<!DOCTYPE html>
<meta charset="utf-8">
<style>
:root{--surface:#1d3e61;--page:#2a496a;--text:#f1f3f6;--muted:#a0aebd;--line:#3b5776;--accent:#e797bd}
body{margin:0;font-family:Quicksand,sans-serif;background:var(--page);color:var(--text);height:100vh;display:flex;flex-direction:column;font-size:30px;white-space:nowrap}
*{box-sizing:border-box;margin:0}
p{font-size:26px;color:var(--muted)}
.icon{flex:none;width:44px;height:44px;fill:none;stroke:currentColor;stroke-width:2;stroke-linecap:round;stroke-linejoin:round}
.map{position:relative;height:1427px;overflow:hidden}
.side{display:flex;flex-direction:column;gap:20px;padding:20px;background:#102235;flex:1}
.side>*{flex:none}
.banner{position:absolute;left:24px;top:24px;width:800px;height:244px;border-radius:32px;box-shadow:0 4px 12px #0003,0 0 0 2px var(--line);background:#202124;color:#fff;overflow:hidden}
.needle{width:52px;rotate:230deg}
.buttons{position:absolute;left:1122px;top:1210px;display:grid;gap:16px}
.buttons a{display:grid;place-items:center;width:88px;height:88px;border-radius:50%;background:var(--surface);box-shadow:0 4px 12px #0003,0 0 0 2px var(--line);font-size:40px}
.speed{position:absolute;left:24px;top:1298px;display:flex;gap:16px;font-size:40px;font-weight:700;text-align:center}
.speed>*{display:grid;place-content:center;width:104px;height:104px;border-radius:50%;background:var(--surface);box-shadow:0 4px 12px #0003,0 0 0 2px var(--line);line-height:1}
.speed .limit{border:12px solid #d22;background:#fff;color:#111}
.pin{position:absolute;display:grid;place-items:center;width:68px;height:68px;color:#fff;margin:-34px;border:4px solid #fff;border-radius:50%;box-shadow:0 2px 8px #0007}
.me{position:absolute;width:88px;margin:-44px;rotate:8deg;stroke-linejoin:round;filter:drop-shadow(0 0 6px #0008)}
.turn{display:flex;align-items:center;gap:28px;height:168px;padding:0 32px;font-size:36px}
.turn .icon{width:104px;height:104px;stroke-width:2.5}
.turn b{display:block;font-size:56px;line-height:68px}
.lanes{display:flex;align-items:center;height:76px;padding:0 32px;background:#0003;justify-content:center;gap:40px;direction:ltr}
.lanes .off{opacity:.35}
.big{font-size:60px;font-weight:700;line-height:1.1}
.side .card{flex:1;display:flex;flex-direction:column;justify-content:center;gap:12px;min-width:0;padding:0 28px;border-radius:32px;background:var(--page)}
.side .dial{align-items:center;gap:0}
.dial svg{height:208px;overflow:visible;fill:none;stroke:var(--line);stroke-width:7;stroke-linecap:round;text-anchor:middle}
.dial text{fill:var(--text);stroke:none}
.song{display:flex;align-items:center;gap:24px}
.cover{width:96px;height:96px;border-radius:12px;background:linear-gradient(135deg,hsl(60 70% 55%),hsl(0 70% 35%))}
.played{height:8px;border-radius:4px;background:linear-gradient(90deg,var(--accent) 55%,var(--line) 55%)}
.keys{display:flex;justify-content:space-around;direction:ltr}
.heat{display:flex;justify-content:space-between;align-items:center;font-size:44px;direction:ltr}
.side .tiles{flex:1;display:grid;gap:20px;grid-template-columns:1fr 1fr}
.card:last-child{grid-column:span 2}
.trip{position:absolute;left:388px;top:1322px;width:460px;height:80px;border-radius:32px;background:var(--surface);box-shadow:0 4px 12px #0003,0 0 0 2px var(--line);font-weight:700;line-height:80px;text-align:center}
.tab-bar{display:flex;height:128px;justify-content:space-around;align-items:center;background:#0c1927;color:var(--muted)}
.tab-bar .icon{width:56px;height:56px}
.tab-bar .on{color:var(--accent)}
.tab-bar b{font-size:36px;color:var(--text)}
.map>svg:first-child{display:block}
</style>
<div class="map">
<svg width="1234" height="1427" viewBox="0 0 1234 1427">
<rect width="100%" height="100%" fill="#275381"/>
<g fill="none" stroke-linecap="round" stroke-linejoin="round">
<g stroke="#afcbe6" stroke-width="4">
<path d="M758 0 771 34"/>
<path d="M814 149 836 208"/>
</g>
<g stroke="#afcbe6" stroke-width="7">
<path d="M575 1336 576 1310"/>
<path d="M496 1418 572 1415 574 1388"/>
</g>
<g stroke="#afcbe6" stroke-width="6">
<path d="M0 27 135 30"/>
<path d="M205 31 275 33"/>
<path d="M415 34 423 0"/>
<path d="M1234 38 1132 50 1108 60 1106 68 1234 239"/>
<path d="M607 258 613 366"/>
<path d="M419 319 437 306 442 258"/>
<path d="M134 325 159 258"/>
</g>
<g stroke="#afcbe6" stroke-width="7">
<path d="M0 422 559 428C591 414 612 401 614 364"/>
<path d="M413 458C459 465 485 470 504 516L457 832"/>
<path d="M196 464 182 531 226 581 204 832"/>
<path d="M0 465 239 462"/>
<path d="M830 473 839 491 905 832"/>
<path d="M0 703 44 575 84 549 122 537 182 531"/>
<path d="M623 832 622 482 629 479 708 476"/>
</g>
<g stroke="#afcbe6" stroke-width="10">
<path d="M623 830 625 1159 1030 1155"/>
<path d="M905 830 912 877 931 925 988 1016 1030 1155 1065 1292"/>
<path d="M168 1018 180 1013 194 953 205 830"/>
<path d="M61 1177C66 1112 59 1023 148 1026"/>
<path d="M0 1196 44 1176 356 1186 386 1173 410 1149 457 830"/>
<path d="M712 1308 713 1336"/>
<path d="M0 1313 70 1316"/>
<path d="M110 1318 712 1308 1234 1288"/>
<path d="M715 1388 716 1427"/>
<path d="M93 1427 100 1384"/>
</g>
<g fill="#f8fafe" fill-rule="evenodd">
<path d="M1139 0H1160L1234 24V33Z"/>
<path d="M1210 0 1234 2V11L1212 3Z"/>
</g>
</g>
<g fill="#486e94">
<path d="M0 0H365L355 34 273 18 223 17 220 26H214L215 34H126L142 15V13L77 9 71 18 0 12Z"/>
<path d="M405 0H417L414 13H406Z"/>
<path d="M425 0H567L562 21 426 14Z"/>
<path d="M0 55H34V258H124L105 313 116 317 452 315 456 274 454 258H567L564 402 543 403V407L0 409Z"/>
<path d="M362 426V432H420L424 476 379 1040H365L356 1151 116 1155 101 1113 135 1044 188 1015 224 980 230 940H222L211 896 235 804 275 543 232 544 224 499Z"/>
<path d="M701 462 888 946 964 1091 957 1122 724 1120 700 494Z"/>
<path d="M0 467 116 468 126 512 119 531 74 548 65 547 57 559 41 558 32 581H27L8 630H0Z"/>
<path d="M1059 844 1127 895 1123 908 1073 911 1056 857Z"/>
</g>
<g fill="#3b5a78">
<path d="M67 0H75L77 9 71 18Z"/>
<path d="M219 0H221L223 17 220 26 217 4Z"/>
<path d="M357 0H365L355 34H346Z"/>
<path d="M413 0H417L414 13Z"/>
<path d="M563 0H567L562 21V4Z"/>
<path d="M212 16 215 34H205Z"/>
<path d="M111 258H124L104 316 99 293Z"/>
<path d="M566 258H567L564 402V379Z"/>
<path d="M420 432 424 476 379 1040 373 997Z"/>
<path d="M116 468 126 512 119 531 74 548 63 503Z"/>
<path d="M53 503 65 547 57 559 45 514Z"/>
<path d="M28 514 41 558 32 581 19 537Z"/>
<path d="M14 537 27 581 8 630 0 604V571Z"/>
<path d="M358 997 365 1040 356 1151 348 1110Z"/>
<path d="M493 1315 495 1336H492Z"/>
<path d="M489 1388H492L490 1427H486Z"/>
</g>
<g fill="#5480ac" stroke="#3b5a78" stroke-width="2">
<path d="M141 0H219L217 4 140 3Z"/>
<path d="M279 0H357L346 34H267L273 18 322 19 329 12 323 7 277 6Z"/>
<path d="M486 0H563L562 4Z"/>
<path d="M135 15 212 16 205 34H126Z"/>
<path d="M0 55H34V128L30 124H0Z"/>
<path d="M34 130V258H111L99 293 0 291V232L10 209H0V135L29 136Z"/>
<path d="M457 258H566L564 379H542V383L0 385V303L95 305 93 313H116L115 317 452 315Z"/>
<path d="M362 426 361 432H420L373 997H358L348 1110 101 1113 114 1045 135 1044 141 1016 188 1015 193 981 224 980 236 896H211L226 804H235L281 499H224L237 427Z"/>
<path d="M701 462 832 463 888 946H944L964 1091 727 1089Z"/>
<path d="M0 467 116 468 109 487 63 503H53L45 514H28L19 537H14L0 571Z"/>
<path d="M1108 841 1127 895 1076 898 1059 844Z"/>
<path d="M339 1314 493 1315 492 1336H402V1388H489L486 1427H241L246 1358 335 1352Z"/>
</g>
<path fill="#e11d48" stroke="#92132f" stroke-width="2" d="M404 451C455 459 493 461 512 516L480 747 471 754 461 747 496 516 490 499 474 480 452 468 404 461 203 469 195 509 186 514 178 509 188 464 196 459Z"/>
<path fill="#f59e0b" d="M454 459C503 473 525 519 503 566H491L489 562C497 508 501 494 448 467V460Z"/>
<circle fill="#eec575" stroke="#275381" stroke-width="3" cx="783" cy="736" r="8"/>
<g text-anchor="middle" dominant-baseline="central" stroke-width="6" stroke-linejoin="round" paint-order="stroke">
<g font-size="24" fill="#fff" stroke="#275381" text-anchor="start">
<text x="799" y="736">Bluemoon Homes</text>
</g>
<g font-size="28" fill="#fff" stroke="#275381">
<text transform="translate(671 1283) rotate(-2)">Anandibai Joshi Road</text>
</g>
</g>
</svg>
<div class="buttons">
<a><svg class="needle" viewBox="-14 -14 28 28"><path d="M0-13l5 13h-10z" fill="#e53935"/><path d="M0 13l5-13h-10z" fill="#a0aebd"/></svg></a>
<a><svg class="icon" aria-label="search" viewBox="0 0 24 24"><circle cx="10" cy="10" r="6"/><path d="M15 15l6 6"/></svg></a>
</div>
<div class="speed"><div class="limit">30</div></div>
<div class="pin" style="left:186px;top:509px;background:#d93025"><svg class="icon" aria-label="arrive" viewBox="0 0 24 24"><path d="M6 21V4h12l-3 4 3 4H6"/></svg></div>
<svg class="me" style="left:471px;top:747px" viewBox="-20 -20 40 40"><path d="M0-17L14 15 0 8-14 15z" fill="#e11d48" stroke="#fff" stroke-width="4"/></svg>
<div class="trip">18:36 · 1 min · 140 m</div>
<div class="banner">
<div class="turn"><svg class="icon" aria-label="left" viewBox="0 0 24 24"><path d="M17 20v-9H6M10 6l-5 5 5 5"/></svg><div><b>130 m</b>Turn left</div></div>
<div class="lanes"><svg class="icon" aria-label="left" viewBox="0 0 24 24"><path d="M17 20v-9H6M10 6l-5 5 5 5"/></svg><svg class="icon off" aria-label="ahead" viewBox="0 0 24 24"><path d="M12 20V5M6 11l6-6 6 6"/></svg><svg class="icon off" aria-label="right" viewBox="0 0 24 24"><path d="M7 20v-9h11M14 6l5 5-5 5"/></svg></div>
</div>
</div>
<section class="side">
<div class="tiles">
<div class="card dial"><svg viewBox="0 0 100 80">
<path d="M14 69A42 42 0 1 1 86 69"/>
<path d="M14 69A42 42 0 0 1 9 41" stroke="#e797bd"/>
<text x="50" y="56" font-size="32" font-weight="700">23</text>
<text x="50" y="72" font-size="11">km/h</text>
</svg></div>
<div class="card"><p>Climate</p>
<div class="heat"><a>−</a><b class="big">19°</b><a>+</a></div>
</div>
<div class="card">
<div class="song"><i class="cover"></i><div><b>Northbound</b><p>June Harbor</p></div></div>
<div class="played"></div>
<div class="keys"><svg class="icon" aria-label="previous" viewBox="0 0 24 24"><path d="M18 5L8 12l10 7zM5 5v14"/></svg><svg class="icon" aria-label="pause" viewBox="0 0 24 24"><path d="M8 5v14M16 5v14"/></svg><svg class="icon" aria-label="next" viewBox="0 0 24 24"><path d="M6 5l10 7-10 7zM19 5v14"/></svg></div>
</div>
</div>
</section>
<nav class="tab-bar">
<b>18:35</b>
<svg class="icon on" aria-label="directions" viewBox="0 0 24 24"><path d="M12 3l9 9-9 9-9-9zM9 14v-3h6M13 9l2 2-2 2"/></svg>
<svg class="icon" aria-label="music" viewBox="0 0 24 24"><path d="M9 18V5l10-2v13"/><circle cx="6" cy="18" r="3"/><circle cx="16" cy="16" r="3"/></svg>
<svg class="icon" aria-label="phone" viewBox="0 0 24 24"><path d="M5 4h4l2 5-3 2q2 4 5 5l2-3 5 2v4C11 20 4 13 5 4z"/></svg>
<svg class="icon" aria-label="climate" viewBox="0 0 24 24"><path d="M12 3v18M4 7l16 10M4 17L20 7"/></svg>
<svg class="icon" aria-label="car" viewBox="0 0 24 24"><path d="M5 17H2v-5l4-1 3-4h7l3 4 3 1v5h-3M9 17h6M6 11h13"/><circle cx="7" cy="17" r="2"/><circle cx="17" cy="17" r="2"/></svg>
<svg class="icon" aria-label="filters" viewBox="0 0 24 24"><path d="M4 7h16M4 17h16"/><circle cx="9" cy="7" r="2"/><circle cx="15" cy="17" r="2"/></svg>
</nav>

* **WHAT THE TASK REQUIRES**
Gather and copy every line of the data in which the string "limit" is found.

* **OUTPUT FOR THIS TASK**
.speed .limit{border:12px solid #d22;background:#fff;color:#111}
<div class="speed"><div class="limit">30</div></div>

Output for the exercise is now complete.